SOUTHERN
HEMISPHERE
Daily Telegraph - April 2007
The other day a building under construction in western Sydney was described
by its developers as the “largest pre-fabricated concrete residential
tower in the southern hemisphere”.
This is some boast, and hearing it I was struck by two thoughts: firstly, our
claims to regional supremacy seem to be growing increasingly desperate and,
secondly, images of disappointed construction magnates in Bolivia and Angola
cursing themselves after been beaten to this holy grail of engineering technology.
Just what is it about the southern hemisphere and our claims over it that inspires
such orgies of national self-congratulation? Why does beating world powers in
the league of Vanuatu and Chile seem to fill Australians with such a sense of
satisfaction?
No claim to hemispherical superiority is, it seems, too trivial when our national
pride is at stake, no town free of its own half-world records. Junee, for instance,
in south-western NSW, has the largest railway roundhouse in the southern hemisphere,
while Busselton, Western Australia, boasts the “longest wooden-planked
jetty”.
Membership to the prestigious “southern club” is jealously guarded,
and rightly so - I'd like to see New Zealand or Zambia try to take on Logan,
Queensland, and its claim to the “largest single level shopping centre”.

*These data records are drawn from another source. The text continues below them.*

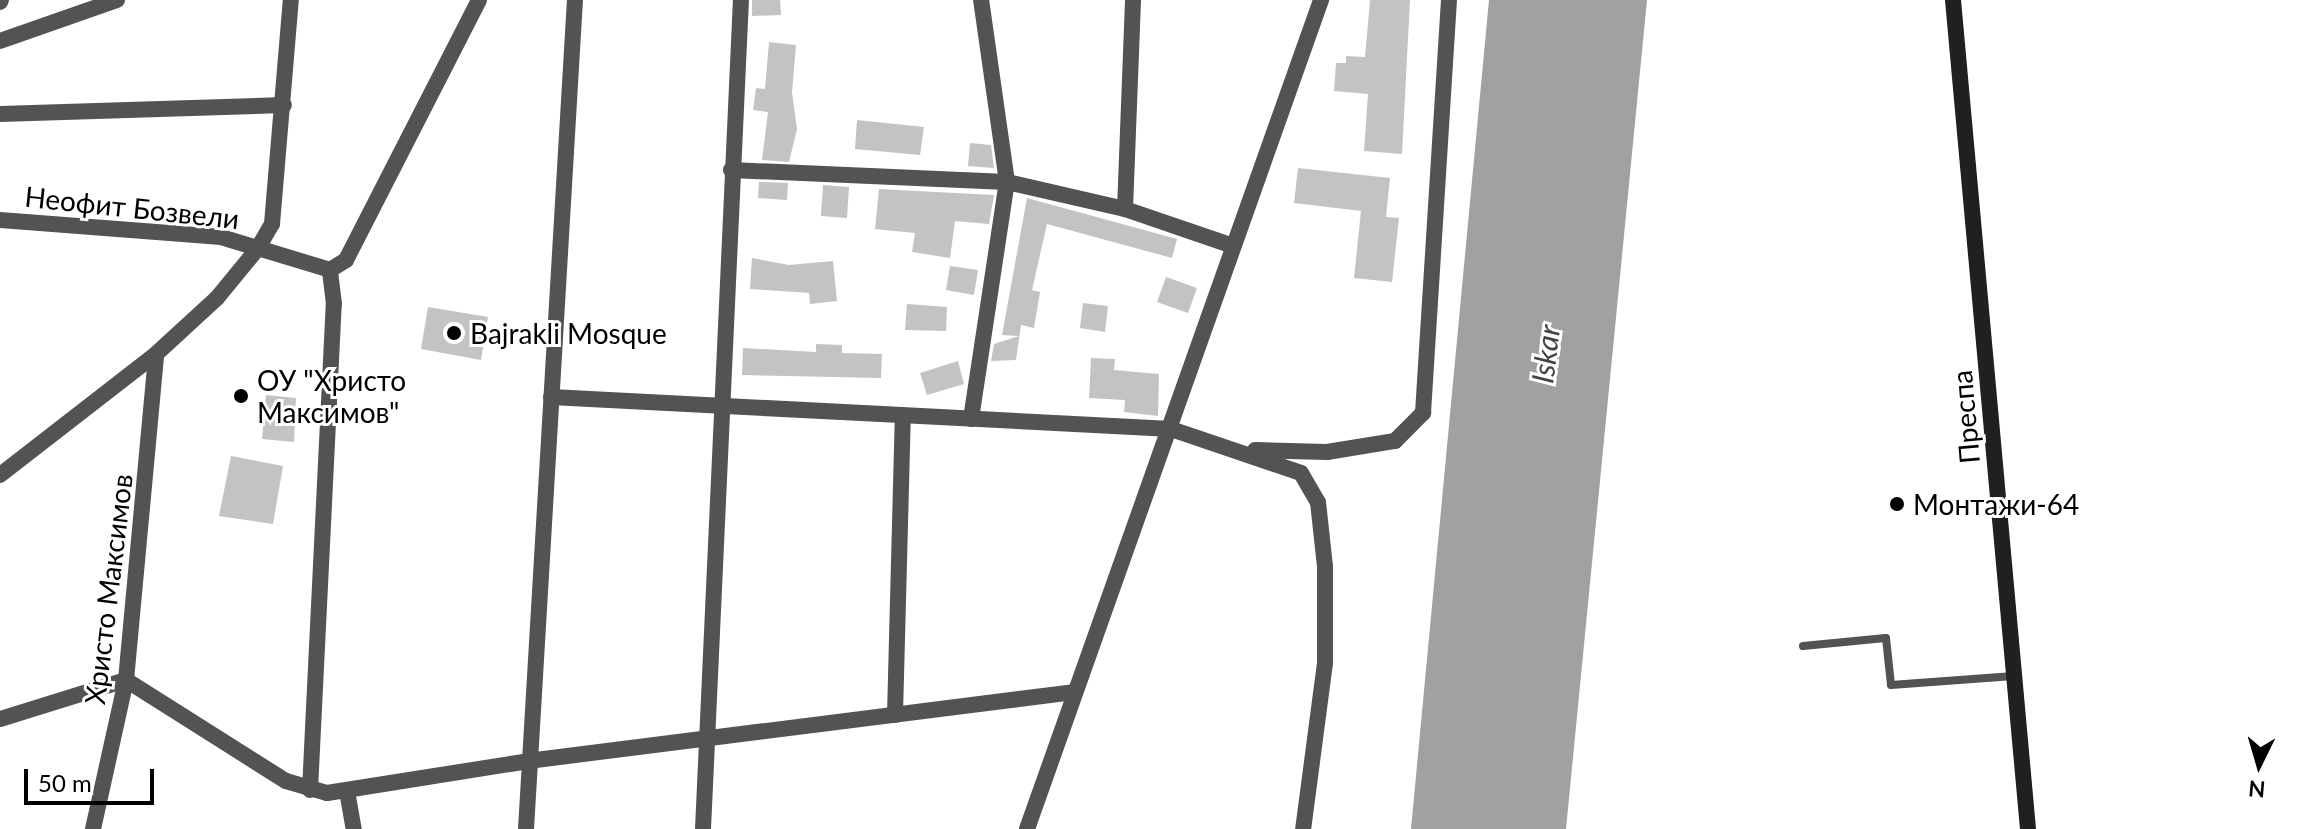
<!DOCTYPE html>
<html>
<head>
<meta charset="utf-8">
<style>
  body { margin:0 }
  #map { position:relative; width:2323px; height:829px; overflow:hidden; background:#fff; font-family:Lato,sans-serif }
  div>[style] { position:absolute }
  .water>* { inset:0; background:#a1a1a1 }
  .building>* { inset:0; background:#c3c3c3 }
  .lane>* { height:8px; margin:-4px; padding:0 4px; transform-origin:4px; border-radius:4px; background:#535353 }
  .street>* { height:16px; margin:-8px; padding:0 8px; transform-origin:8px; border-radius:8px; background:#535353 }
  .secondary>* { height:16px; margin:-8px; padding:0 8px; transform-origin:8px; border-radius:8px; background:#202020 }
  .dots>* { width:22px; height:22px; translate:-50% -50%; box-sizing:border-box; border:4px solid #fff; border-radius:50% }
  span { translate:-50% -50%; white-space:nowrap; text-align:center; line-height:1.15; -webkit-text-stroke:6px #fff; paint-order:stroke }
  .street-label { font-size:28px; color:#000 }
  .poi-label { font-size:28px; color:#000 }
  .left { translate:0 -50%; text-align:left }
  .water-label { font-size:30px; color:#424242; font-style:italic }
  .north { position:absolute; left:2219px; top:725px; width:80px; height:80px; -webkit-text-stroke:6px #fff; paint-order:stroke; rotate:185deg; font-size:22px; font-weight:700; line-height:32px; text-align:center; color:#000 }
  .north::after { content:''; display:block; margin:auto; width:28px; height:36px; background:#000; clip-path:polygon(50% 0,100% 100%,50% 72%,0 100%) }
  .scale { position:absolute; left:24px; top:769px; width:130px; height:36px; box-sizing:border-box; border:4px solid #000; border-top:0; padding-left:10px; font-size:24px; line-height:28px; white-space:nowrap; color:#000; -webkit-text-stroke:6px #fff; paint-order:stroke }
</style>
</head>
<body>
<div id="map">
  <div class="water">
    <div style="clip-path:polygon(1489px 0,1647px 0,1566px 829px,1411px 829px)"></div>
  </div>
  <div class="building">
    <div style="clip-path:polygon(752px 0,780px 0,781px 15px,752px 16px)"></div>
    <div style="clip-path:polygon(1370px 0,1410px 0,1402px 154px,1364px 151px,1368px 94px,1334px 91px,1336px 63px,1346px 63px,1346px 56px,1365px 57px)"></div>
    <div style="clip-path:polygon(769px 42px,796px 45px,792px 92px,797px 129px,789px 162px,762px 160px,768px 112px,753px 110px,756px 88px,765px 89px)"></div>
    <div style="clip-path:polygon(857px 120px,924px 127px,920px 155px,855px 149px)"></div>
    <div style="clip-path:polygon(970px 143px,991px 145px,994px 168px,968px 166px)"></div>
    <div style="clip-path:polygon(1298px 168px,1390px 178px,1386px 217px,1399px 218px,1392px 282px,1354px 278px,1361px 211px,1294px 203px)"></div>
    <div style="clip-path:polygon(759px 182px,788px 183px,787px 200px,758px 198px)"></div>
    <div style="clip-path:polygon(823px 185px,849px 187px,847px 218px,821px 216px)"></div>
    <div style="clip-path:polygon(879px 189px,994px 195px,989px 224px,955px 221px,950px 258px,912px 252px,915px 233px,875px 229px)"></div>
    <div style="clip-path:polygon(1027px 198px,1177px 239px,1172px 258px,1047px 224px,1032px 290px,1040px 292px,1034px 328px,1021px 325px,1016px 360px,991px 361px,994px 344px,1019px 336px,1002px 335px)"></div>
    <div style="clip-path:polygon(752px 258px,789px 265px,833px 261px,837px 301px,810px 304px,809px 293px,750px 289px)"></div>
    <div style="clip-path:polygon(950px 266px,978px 270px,974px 295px,946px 290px)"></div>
    <div style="clip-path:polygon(1166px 277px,1197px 288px,1188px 313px,1157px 302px)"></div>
    <div style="clip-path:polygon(1083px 303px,1108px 306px,1105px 332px,1080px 328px)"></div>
    <div style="clip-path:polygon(907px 304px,947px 307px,946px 331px,905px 330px)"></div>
    <div style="clip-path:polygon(428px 307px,488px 317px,481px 360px,421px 349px)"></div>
    <div style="clip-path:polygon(816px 344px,842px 345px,842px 353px,882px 354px,881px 378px,742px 375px,743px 348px,816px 352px)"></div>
    <div style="clip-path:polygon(1091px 358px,1115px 359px,1114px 370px,1159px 374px,1158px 416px,1124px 412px,1125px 400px,1089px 398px)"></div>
    <div style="clip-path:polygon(958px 361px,964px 384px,927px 395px,920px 373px)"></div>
    <div style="clip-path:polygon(266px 395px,296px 398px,294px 442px,262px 439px)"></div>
    <div style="clip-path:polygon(231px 456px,283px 466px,273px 524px,219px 516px)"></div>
  </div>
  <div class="lane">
    <div style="left:1803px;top:646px;width:83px;rotate:-5.5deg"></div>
    <div style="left:1886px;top:638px;width:47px;rotate:83.9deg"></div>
    <div style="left:1891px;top:685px;width:123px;rotate:-4.2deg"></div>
  </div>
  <div class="street">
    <div style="left:0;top:2px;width:2px;rotate:-63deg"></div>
    <div style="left:0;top:41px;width:124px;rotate:-19.3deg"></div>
    <div style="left:0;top:114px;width:284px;rotate:-1.8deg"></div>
    <div style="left:731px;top:170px;width:276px;rotate:2.5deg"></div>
    <div style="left:1007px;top:182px;width:121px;rotate:12.9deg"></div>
    <div style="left:1125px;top:209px;width:114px;rotate:18.9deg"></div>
    <div style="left:1125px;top:209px;width:209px;rotate:-87.8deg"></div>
    <div style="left:0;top:220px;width:222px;rotate:4.4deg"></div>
    <div style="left:221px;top:237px;width:114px;rotate:16.8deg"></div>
    <div style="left:330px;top:270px;width:19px;rotate:-32deg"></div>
    <div style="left:346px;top:260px;width:292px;rotate:-62.9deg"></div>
    <div style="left:551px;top:397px;width:621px;rotate:2.95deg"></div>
    <div style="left:1171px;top:429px;width:137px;rotate:18.7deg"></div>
    <div style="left:1301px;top:473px;width:34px;rotate:60deg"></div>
    <div style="left:1318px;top:502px;width:64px;rotate:83.8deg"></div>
    <div style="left:1325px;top:566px;width:97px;rotate:90deg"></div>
    <div style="left:1325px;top:663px;width:167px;rotate:97.5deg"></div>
    <div style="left:971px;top:419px;width:240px;rotate:-81.4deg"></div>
    <div style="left:1007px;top:182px;width:184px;rotate:-98.1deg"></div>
    <div style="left:1255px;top:450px;width:72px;rotate:1.6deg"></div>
    <div style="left:1327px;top:452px;width:69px;rotate:-9.2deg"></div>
    <div style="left:1395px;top:441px;width:40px;rotate:-45deg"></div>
    <div style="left:1423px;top:413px;width:414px;rotate:-86.4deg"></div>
    <div style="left:0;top:475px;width:197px;rotate:-37.8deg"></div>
    <div style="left:156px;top:354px;width:83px;rotate:-42.6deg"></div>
    <div style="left:217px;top:298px;width:65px;rotate:-50.6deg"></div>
    <div style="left:258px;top:248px;width:28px;rotate:-60deg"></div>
    <div style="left:272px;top:224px;width:225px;rotate:-85.2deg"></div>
    <div style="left:895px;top:715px;width:300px;rotate:-88.5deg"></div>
    <div style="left:0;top:719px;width:132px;rotate:-17.2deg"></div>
    <div style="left:126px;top:680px;width:189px;rotate:32.3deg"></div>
    <div style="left:286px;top:781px;width:43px;rotate:16.3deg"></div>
    <div style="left:327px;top:793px;width:204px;rotate:-9deg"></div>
    <div style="left:528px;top:761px;width:550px;rotate:-7.2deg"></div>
    <div style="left:310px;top:790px;width:487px;rotate:-87.2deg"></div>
    <div style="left:334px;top:304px;width:34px;rotate:-97deg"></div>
    <div style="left:347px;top:791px;width:39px;rotate:80deg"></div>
    <div style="left:93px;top:829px;width:153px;rotate:-77.5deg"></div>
    <div style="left:126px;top:680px;width:327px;rotate:-84.7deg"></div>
    <div style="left:526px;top:829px;width:830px;rotate:-86.62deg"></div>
    <div style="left:703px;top:829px;width:830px;rotate:-87.38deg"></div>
    <div style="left:1027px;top:829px;width:880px;rotate:-70.47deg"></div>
  </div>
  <div class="secondary">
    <div style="left:1953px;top:0;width:832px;rotate:84.83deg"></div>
  </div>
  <div class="dots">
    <div style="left:454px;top:333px;background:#000"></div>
    <div style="left:241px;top:396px;background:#000"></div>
    <div style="left:1897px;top:504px;background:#000"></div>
  </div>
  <div class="street-label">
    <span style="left:132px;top:207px;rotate:6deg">Неофит Бозвели</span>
    <span style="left:1965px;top:417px;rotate:-95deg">Преспа</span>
    <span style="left:108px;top:589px;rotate:-83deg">Христо Максимов</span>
  </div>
  <div class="poi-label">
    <span class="left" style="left:470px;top:333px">Bajrakli Mosque</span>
    <span class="left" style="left:257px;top:396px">ОУ "Христо<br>Максимов"</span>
    <span class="left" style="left:1913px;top:504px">Монтажи-64</span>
  </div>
  <div class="water-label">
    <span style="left:1545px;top:354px;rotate:-83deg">Iskar</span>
  </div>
  <div class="north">N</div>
  <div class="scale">50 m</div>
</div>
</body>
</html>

As it stands, however, I fear the current system is still too unregulated. After
all, it's not just anybody who should be able to claim, as does one Sydney company,
that they are the “largest timber door manufacturer in the southern hemisphere”.
The potential pitfalls are obvious. Where is the International Timber Door Accreditation
Body based? How can we be sure that it's making the appropriate checks on the
size of the timber door industry in far-flung territories such as Botswana and
Paraguay? Or is the wording of the company's slogan deliberately ambiguous and
do they merely manufacture really big doors for medieval castles and the like?
It is not only our nation's manufacturers and tourism industry who benefit from
being the best of a really mediocre lot. It is comforting to know that in this
era of global educational competition many departments of our nation's universities
are, according to almost all their websites, proud to be the “best in
the southern hemisphere”. It's a standard of education the likes of which
Papua New Guinea might only dream. As they taught me at the Australian National
University – “number one for chemistry citations in the southern
hemisphere” - keep reaching for the stars.
Years ago these displays of Australian parochialism would have driven me to
the brink of uncontrollable rage. These days, I find them almost charming -
like a relative you love who can't stop talking about the time he was picked
to play under-21s for the Roosters in the mid-70s.
Australia might not be the best at everything in the world, but when it comes
to self-congratulation all hemispheres bow before us.